The Seattle Metropolitan Chamber of Commerce’s latest survey of Seattle voters revealed that more than three-fourths of voting taxpayers do not want taxes raised in order to address the deficit. The survey was conducted in March when the city’s projected budget deficit was $230 million. 

The chamber’s survey – titled “The Index” – presented two statements to registered voters who participated in the survey. The first statement read “The city should work to offset the deficit by prioritizing government basics, supporting our city’s most vulnerable residents, and reducing non-critical spending before considering tax increases.”

The other statement read “The city should maintain the spending levels and programs in place today and raise new taxes to cover this [at the time] estimated $230 million deficit.”

The latter statement was only supported by 23% of the 700 completed interviews conducted last month.

“80% of voters believe the city of Seattle has enough money to address important priorities, it just needs to spend tax dollars more effectively,” Seattle Metropolitan Chamber of Commerce President Rachel Smith said in a news release. “Now, it’s time for the mayor and city council to follow the lead of the voters, roll up their sleeves and get to work.”

The survey results may point to some doubt that a newly announced levy renewal proposal would be approved by Seattle voters this November.
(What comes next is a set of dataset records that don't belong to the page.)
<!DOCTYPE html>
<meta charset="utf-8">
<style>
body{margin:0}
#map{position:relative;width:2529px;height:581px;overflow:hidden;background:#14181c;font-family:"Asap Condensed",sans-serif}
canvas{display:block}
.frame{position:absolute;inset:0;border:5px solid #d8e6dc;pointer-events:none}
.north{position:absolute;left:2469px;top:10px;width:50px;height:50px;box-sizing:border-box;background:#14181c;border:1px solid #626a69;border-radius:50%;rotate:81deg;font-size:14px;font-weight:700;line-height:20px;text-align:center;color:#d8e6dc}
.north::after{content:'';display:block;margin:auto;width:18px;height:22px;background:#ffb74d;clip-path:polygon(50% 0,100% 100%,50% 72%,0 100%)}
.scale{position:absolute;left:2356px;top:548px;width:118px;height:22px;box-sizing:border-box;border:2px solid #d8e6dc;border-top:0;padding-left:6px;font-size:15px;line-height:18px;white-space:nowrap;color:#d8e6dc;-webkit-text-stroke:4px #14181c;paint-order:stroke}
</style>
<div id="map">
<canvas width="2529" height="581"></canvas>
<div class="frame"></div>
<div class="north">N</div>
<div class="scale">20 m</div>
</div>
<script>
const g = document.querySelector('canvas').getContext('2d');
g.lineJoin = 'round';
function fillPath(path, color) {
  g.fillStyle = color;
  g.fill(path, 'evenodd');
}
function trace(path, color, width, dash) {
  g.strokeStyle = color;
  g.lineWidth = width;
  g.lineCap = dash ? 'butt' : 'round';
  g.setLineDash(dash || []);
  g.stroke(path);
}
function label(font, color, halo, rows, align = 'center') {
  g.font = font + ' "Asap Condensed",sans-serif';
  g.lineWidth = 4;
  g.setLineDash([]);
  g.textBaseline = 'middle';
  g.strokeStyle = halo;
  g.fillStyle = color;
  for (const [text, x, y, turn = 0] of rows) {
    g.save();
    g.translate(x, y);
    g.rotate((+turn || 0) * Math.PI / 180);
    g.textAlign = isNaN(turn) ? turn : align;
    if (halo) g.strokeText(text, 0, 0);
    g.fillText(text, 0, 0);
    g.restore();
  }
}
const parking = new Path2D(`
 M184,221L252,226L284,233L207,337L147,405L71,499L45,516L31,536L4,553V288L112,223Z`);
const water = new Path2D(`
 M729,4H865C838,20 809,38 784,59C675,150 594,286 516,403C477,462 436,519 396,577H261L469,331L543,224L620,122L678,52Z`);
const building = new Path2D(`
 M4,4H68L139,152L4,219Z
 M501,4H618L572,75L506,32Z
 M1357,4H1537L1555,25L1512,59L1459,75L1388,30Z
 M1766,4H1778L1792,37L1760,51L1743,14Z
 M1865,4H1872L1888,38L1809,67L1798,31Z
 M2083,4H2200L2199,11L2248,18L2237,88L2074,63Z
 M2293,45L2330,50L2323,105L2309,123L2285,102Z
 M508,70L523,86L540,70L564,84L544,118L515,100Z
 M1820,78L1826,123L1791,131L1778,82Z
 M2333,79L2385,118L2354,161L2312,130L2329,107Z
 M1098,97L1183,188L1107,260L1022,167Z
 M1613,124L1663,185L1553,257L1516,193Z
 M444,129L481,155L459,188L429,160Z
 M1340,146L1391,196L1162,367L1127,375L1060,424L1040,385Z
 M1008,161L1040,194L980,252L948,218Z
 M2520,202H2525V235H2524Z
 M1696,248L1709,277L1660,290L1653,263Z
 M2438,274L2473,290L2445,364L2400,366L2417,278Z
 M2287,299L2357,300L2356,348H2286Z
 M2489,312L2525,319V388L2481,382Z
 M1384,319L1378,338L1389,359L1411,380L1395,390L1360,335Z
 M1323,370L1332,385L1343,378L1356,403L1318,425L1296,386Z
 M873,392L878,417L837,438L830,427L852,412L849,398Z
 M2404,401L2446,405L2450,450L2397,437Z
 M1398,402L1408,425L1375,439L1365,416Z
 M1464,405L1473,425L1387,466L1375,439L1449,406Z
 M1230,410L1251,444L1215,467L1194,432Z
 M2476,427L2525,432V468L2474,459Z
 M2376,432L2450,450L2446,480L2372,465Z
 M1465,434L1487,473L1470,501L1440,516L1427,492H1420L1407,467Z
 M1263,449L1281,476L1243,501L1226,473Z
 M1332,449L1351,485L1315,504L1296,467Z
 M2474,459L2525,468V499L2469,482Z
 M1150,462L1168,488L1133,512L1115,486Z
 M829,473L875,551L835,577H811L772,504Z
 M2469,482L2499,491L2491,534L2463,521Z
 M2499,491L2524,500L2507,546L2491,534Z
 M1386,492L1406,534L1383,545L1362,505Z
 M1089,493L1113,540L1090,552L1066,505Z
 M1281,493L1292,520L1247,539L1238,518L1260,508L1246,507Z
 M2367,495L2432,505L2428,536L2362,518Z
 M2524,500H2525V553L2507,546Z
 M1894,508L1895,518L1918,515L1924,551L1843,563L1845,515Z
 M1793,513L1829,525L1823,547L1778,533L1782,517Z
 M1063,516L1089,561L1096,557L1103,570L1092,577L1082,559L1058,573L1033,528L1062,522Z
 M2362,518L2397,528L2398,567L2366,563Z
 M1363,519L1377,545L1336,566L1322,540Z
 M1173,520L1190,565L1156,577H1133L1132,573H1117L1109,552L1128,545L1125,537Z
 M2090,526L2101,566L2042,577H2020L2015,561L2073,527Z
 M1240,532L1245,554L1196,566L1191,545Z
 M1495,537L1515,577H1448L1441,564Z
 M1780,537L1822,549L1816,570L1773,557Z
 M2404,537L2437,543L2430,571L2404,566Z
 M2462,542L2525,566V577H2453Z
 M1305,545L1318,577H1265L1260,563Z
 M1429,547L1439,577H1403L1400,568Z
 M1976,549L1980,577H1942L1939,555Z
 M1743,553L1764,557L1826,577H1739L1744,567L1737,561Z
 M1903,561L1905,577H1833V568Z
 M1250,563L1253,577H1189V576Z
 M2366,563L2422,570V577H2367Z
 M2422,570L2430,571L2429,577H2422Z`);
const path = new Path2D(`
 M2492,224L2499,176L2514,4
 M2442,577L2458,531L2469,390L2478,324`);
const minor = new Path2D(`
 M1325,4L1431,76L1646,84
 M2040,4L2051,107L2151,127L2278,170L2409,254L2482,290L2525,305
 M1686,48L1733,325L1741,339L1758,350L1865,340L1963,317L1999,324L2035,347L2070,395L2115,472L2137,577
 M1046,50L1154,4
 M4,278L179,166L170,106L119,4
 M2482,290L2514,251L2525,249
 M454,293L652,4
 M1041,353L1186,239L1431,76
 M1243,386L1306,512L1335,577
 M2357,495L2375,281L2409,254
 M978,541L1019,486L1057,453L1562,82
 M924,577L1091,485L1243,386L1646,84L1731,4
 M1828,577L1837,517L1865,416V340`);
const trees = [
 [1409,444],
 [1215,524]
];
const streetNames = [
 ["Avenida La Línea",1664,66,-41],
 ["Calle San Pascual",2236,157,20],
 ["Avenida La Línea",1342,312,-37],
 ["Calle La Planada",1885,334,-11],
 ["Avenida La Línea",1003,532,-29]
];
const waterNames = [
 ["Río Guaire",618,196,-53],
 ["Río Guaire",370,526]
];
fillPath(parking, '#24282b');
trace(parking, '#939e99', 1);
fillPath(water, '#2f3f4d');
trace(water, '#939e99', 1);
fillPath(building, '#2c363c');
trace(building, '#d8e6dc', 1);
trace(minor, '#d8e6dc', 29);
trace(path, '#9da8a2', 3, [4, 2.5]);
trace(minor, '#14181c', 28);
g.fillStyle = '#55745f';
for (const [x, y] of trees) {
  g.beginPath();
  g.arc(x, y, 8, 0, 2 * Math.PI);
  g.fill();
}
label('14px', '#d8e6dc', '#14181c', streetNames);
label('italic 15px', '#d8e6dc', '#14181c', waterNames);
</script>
Seattle Mayor Bruce Harrell recently announced a transportation levy proposal that would cost a Seattle homeowner roughly $36 a month, or about $435 a year, on a median-priced home valued at $866,000. The generated revenue would be used to repair bridges, repave streets, connect neighborhoods to the light rail and build sidewalks.

Last year, Seattle voters approved a housing levy that is anticipated to collect $970 million through 2030, or $138.6 million annually. This tax levy starts at 45 cents per $1,000 of assessed value, or $383 a year for the median Seattle homeowner.